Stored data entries

::::::::::

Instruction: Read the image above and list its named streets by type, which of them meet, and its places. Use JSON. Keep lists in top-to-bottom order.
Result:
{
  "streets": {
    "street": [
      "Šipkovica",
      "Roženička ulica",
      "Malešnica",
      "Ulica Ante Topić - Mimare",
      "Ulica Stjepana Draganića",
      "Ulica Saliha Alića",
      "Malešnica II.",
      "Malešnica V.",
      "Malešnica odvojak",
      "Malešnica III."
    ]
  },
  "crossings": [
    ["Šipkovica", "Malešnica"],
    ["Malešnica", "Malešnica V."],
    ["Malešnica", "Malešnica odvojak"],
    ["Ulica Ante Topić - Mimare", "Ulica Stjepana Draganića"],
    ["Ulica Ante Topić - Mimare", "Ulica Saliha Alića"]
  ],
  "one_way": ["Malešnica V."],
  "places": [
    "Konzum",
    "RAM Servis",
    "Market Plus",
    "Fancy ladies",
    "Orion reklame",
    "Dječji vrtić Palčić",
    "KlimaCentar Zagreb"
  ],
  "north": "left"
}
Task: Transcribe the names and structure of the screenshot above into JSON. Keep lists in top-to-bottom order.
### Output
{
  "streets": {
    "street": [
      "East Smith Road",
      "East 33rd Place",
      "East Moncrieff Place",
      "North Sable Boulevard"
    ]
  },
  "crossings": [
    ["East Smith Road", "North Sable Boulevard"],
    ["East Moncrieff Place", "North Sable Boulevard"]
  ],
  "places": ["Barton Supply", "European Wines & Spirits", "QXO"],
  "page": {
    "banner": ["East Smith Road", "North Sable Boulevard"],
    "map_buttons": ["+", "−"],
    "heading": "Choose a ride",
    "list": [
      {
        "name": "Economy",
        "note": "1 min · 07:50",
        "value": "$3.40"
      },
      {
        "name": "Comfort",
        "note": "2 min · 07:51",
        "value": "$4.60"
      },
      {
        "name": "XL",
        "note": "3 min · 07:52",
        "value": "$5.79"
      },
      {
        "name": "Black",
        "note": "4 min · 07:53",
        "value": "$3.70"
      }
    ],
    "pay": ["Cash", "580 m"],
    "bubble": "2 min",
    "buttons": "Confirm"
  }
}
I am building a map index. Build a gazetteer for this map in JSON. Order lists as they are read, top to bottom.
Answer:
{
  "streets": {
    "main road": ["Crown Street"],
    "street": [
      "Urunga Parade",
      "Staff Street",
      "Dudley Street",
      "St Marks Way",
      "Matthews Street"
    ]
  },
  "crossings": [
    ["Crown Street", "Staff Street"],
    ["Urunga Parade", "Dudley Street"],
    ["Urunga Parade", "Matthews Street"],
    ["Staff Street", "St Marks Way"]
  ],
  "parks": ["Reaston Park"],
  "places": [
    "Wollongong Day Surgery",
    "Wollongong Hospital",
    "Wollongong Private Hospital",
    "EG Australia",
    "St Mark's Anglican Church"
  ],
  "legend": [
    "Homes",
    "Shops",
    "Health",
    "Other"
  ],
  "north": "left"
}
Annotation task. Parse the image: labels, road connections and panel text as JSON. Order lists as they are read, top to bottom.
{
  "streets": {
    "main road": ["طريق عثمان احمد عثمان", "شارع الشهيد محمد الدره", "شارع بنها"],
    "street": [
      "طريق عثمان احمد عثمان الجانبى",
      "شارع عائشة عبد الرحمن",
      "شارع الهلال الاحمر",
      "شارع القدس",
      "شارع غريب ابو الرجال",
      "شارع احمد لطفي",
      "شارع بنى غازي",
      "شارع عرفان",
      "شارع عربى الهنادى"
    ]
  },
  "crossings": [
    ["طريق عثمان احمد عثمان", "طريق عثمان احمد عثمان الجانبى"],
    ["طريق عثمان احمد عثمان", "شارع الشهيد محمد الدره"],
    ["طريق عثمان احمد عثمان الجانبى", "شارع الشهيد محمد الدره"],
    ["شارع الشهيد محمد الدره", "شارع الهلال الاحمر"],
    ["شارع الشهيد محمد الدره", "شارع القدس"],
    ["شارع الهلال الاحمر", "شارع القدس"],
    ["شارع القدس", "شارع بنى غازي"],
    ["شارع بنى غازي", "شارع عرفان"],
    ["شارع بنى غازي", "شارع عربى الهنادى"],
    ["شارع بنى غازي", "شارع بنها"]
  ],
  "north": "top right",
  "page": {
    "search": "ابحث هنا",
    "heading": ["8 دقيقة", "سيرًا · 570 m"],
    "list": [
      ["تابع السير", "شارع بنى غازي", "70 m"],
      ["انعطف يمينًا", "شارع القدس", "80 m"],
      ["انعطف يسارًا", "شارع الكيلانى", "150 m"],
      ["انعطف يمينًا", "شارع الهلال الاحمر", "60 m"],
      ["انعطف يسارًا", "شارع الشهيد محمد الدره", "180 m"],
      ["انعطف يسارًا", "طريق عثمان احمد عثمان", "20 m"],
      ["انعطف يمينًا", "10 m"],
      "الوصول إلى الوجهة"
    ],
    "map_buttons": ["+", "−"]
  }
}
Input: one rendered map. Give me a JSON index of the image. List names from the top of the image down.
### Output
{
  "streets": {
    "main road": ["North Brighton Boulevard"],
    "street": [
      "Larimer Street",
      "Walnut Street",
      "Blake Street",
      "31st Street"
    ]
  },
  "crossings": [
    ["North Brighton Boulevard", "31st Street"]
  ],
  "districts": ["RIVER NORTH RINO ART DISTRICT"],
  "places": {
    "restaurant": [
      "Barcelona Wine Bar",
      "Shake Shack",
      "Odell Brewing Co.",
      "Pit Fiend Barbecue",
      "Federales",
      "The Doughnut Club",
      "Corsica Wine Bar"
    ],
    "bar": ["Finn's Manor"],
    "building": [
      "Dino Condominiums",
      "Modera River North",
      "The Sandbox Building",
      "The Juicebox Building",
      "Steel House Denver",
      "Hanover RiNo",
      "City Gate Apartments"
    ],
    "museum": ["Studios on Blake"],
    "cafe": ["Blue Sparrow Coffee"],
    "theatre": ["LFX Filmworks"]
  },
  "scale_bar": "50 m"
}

::::::::::

Would you repeat all of the entries exactly?

§ Expected output
Instruction: Read the image above and list its named streets by type, which of them meet, and its places. Use JSON. Keep lists in top-to-bottom order.
Result:
{
  "streets": {
    "street": [
      "Šipkovica",
      "Roženička ulica",
      "Malešnica",
      "Ulica Ante Topić - Mimare",
      "Ulica Stjepana Draganića",
      "Ulica Saliha Alića",
      "Malešnica II.",
      "Malešnica V.",
      "Malešnica odvojak",
      "Malešnica III."
    ]
  },
  "crossings": [
    ["Šipkovica", "Malešnica"],
    ["Malešnica", "Malešnica V."],
    ["Malešnica", "Malešnica odvojak"],
    ["Ulica Ante Topić - Mimare", "Ulica Stjepana Draganića"],
    ["Ulica Ante Topić - Mimare", "Ulica Saliha Alića"]
  ],
  "one_way": ["Malešnica V."],
  "places": [
    "Konzum",
    "RAM Servis",
    "Market Plus",
    "Fancy ladies",
    "Orion reklame",
    "Dječji vrtić Palčić",
    "KlimaCentar Zagreb"
  ],
  "north": "left"
}
Task: Transcribe the names and structure of the screenshot above into JSON. Keep lists in top-to-bottom order.
### Output
{
  "streets": {
    "street": [
      "East Smith Road",
      "East 33rd Place",
      "East Moncrieff Place",
      "North Sable Boulevard"
    ]
  },
  "crossings": [
    ["East Smith Road", "North Sable Boulevard"],
    ["East Moncrieff Place", "North Sable Boulevard"]
  ],
  "places": ["Barton Supply", "European Wines & Spirits", "QXO"],
  "page": {
    "banner": ["East Smith Road", "North Sable Boulevard"],
    "map_buttons": ["+", "−"],
    "heading": "Choose a ride",
    "list": [
      {
        "name": "Economy",
        "note": "1 min · 07:50",
        "value": "$3.40"
      },
      {
        "name": "Comfort",
        "note": "2 min · 07:51",
        "value": "$4.60"
      },
      {
        "name": "XL",
        "note": "3 min · 07:52",
        "value": "$5.79"
      },
      {
        "name": "Black",
        "note": "4 min · 07:53",
        "value": "$3.70"
      }
    ],
    "pay": ["Cash", "580 m"],
    "bubble": "2 min",
    "buttons": "Confirm"
  }
}
I am building a map index. Build a gazetteer for this map in JSON. Order lists as they are read, top to bottom.
Answer:
{
  "streets": {
    "main road": ["Crown Street"],
    "street": [
      "Urunga Parade",
      "Staff Street",
      "Dudley Street",
      "St Marks Way",
      "Matthews Street"
    ]
  },
  "crossings": [
    ["Crown Street", "Staff Street"],
    ["Urunga Parade", "Dudley Street"],
    ["Urunga Parade", "Matthews Street"],
    ["Staff Street", "St Marks Way"]
  ],
  "parks": ["Reaston Park"],
  "places": [
    "Wollongong Day Surgery",
    "Wollongong Hospital",
    "Wollongong Private Hospital",
    "EG Australia",
    "St Mark's Anglican Church"
  ],
  "legend": [
    "Homes",
    "Shops",
    "Health",
    "Other"
  ],
  "north": "left"
}
Annotation task. Parse the image: labels, road connections and panel text as JSON. Order lists as they are read, top to bottom.
{
  "streets": {
    "main road": ["طريق عثمان احمد عثمان", "شارع الشهيد محمد الدره", "شارع بنها"],
    "street": [
      "طريق عثمان احمد عثمان الجانبى",
      "شارع عائشة عبد الرحمن",
      "شارع الهلال الاحمر",
      "شارع القدس",
      "شارع غريب ابو الرجال",
      "شارع احمد لطفي",
      "شارع بنى غازي",
      "شارع عرفان",
      "شارع عربى الهنادى"
    ]
  },
  "crossings": [
    ["طريق عثمان احمد عثمان", "طريق عثمان احمد عثمان الجانبى"],
    ["طريق عثمان احمد عثمان", "شارع الشهيد محمد الدره"],
    ["طريق عثمان احمد عثمان الجانبى", "شارع الشهيد محمد الدره"],
    ["شارع الشهيد محمد الدره", "شارع الهلال الاحمر"],
    ["شارع الشهيد محمد الدره", "شارع القدس"],
    ["شارع الهلال الاحمر", "شارع القدس"],
    ["شارع القدس", "شارع بنى غازي"],
    ["شارع بنى غازي", "شارع عرفان"],
    ["شارع بنى غازي", "شارع عربى الهنادى"],
    ["شارع بنى غازي", "شارع بنها"]
  ],
  "north": "top right",
  "page": {
    "search": "ابحث هنا",
    "heading": ["8 دقيقة", "سيرًا · 570 m"],
    "list": [
      ["تابع السير", "شارع بنى غازي", "70 m"],
      ["انعطف يمينًا", "شارع القدس", "80 m"],
      ["انعطف يسارًا", "شارع الكيلانى", "150 m"],
      ["انعطف يمينًا", "شارع الهلال الاحمر", "60 m"],
      ["انعطف يسارًا", "شارع الشهيد محمد الدره", "180 m"],
      ["انعطف يسارًا", "طريق عثمان احمد عثمان", "20 m"],
      ["انعطف يمينًا", "10 m"],
      "الوصول إلى الوجهة"
    ],
    "map_buttons": ["+", "−"]
  }
}
Input: one rendered map. Give me a JSON index of the image. List names from the top of the image down.
### Output
{
  "streets": {
    "main road": ["North Brighton Boulevard"],
    "street": [
      "Larimer Street",
      "Walnut Street",
      "Blake Street",
      "31st Street"
    ]
  },
  "crossings": [
    ["North Brighton Boulevard", "31st Street"]
  ],
  "districts": ["RIVER NORTH RINO ART DISTRICT"],
  "places": {
    "restaurant": [
      "Barcelona Wine Bar",
      "Shake Shack",
      "Odell Brewing Co.",
      "Pit Fiend Barbecue",
      "Federales",
      "The Doughnut Club",
      "Corsica Wine Bar"
    ],
    "bar": ["Finn's Manor"],
    "building": [
      "Dino Condominiums",
      "Modera River North",
      "The Sandbox Building",
      "The Juicebox Building",
      "Steel House Denver",
      "Hanover RiNo",
      "City Gate Apartments"
    ],
    "museum": ["Studios on Blake"],
    "cafe": ["Blue Sparrow Coffee"],
    "theatre": ["LFX Filmworks"]
  },
  "scale_bar": "50 m"
}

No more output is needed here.